Dr. iur. Marcus Hartmann, Walter Krug
Rz. 115
Nach § 29 Abs. 1 S. 1 FamFG erhebt das Nachlassgericht die erforderlichen Beweise in geeigneter Form. Diese Vorschrift ergänzt § 26 FamFG zur Art und Weise der erforderlichen Ermittlungen. Die Auswahl zwischen Freibeweis (§ 29 FamFG) und Strengbeweis (§ 30 FamFG i.V.m. den Beweisvorschriften der ZPO) nimmt das Nachlassgericht nach pflichtgemäßem Ermessen vor. Die ordnungsgemäße Ermessensausübung ist im Beschwerdeverfahren überprüfbar.
Rz. 116
Beim Freibeweisverfahren kann das Gericht seine Ermittlungen in jeder zweckmäßigen Form vornehmen, also bspw. auch durch ein Telefonat, ohne an bestimmte Beweismittel oder Beweisverfahren gebunden zu sein. Neben den Beweismitteln der ZPO wie Augenschein, Zeuge und Sachverständiger kann das Nachlassgericht im freien Beweisverfahren auch auf die Einholung von Auskünften bei Behörden oder auf die Beiziehung von Akten anderer Gerichte oder Behörden zurückgreifen.
Rz. 117
§ 31 Abs. 1 FamFG gesteht dem Nachlassgericht zu, von Beteiligten oder Zeugen für entscheidungserhebliche Tatsachen die Abgabe einer eidesstattlichen Versicherung zu verlangen und dadurch den Nachweis der Tatsache als erbracht anzusehen. Soll eine eidesstattliche Versicherung des Antragstellers den durch öffentliche Urkunden zu erbringenden Nachweis für Angaben nach § 352 FamFG ersetzen, ist der Inhalt der eidesstattlichen Versicherung genau zu prüfen. Einem allein auf eine eidesstattliche Versicherung des Antragstellers gestützten Erbscheinsantrag wird nicht entsprochen.
Rz. 118
Zwar haben Beteiligte im Freibeweisverfahren kein Recht auf Teilnahme an der Beweiserhebung, dafür sieht § 29 Abs. 4 FamFG vor, dass das Gericht das Ergebnis der Beweiserhebung aktenkundig zu machen hat. Aus dem Grundsatz des rechtlichen Gehörs wiederum folgt, dass die so eingeholten Beweise den Beteiligten zur Kenntnis gebracht werden müssen, damit diese sich hierzu äußern können, § 37 Abs. 2 FamFG. Genügt vor diesem Hintergrund das Freibeweisverfahren nicht dem Grundsatz des rechtlichen Gehörs, bspw. weil es um ein wesentliches Beweismittel für die Entscheidungsfindung des Gerichts geht, ist dem Strengbeweisverfahren und damit den weitergehenden Mitwirkungsmöglichkeiten der Beteiligten der Vorzug einzuräumen. Allein dieses Vorgehen entspricht einer fehlerfreien Ermessensausübung, zu der das Nachlassgericht bei Wahl des Beweisverfahrens gem. § 30 Abs. 1 FamFG verpflichtet ist.
Rz. 119
Beim Strengbeweisverfahren gelten die förmlichen Beweismittel der ZPO und das dort geregelte Beweiserhebungsverfahren, § 30 Abs. 1 FamFG.
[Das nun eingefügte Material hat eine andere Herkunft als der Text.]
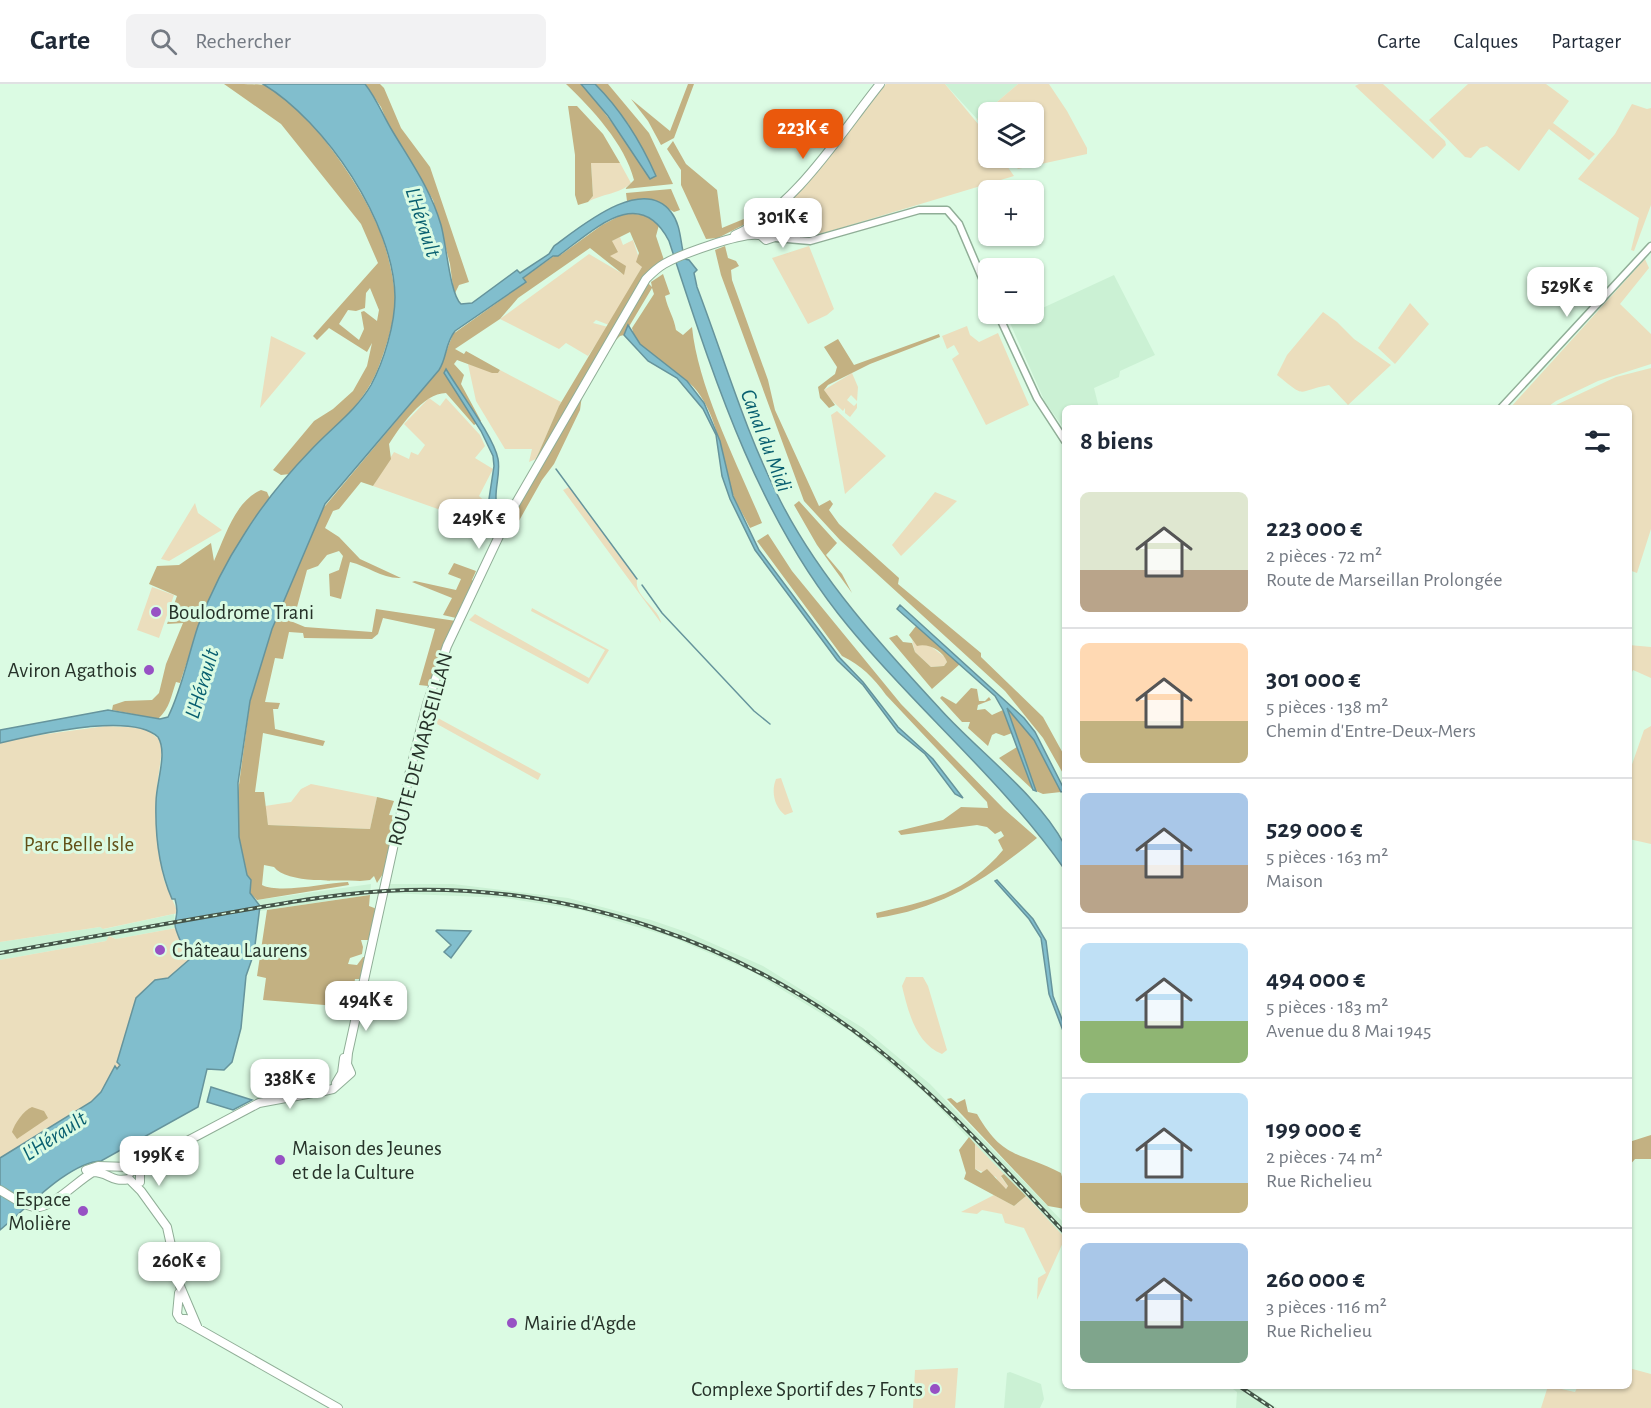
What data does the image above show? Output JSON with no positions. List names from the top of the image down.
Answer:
{
  "streets": {
    "main road": ["ROUTE DE MARSEILLAN"]
  },
  "water": ["L'Hérault", "Canal du Midi"],
  "parks": ["Parc Belle Isle"],
  "places": [
    "Boulodrome Trani",
    "Aviron Agathois",
    "Château Laurens",
    "Maison des Jeunes et de la Culture",
    "Espace Molière",
    "Mairie d'Agde",
    "Complexe Sportif des 7 Fonts"
  ],
  "page": {
    "header": "Carte",
    "search": "Rechercher",
    "nav": ["Carte", "Calques", "Partager"],
    "map_buttons": ["+", "−"],
    "price": [
      "223K €",
      "301K €",
      "529K €",
      "249K €",
      "494K €",
      "338K €",
      "199K €",
      "260K €"
    ],
    "heading": "8 biens",
    "list": [
      {
        "name": "223 000 €",
        "note": "2 pièces · 72 m² · Route de Marseillan Prolongée"
      },
      {
        "name": "301 000 €",
        "note": "5 pièces · 138 m² · Chemin d'Entre-Deux-Mers"
      },
      {
        "name": "529 000 €",
        "note": "5 pièces · 163 m² · Maison"
      },
      {
        "name": "494 000 €",
        "note": "5 pièces · 183 m² · Avenue du 8 Mai 1945"
      },
      {
        "name": "199 000 €",
        "note": "2 pièces · 74 m² · Rue Richelieu"
      },
      {
        "name": "260 000 €",
        "note": "3 pièces · 116 m² · Rue Richelieu"
      }
    ]
  }
}
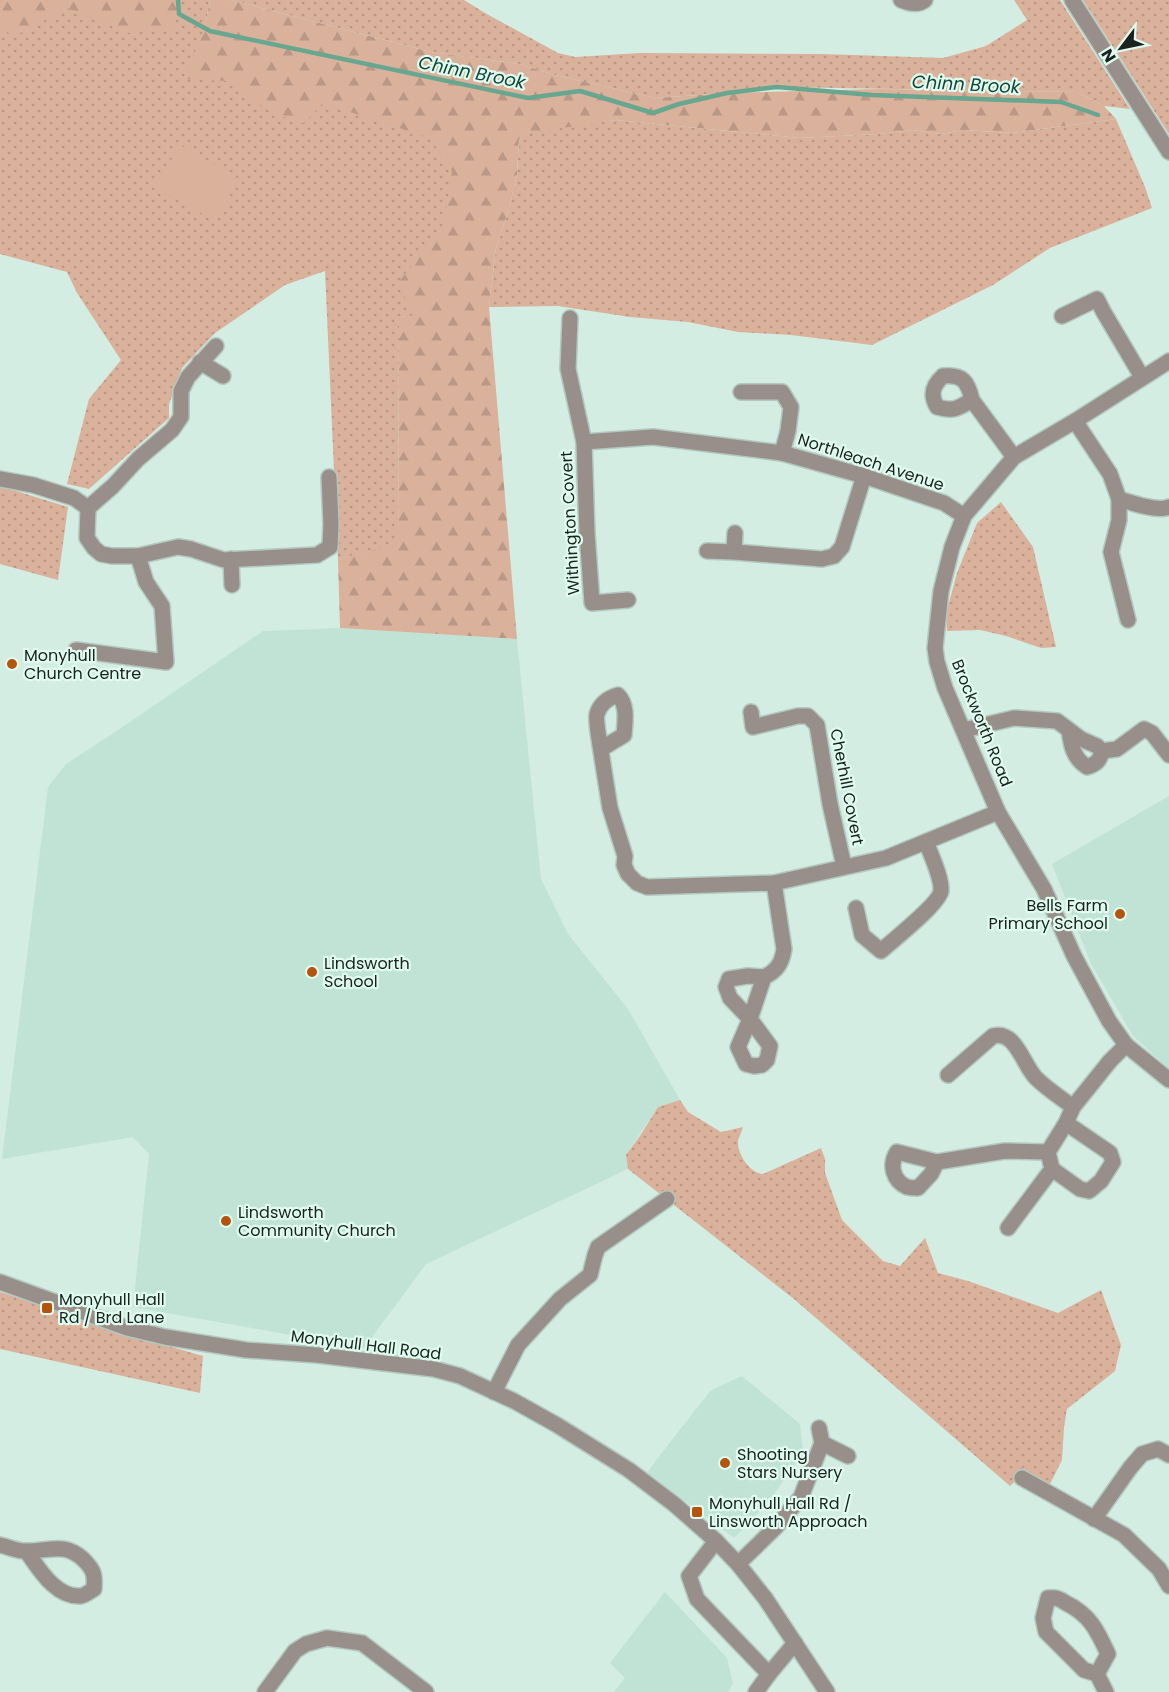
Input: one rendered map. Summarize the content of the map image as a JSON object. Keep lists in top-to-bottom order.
{
  "streets": {
    "street": [
      "Northleach Avenue",
      "Withington Covert",
      "Brockworth Road",
      "Cherhill Covert",
      "Monyhull Hall Road"
    ]
  },
  "crossings": [
    ["Northleach Avenue", "Withington Covert"],
    ["Northleach Avenue", "Brockworth Road"]
  ],
  "water": ["Chinn Brook"],
  "places": {
    "other": [
      "Monyhull Church Centre",
      "Bells Farm Primary School",
      "Lindsworth School",
      "Lindsworth Community Church",
      "Shooting Stars Nursery"
    ],
    "transit": ["Monyhull Hall Rd / Brd Lane", "Monyhull Hall Rd / Linsworth Approach"]
  },
  "north": "bottom left"
}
Gemäß § 30 Abs. 2 FamFG hat eine förmliche Beweisaufnahme stattzufinden, wenn es in diesem Gesetz vorgesehen ist.
Eine förmliche Beweisaufnahme soll gem. § 30 Abs. 3 FamFG über die Richtigkeit einer Tatsachenbehauptung stattfinden, wenn das Gericht seine Entscheidung maßgeblich auf die Feststellung dieser Tatsache stützen will und die Richtigkeit von einem Beteiligten ausdrücklich bestritten wird.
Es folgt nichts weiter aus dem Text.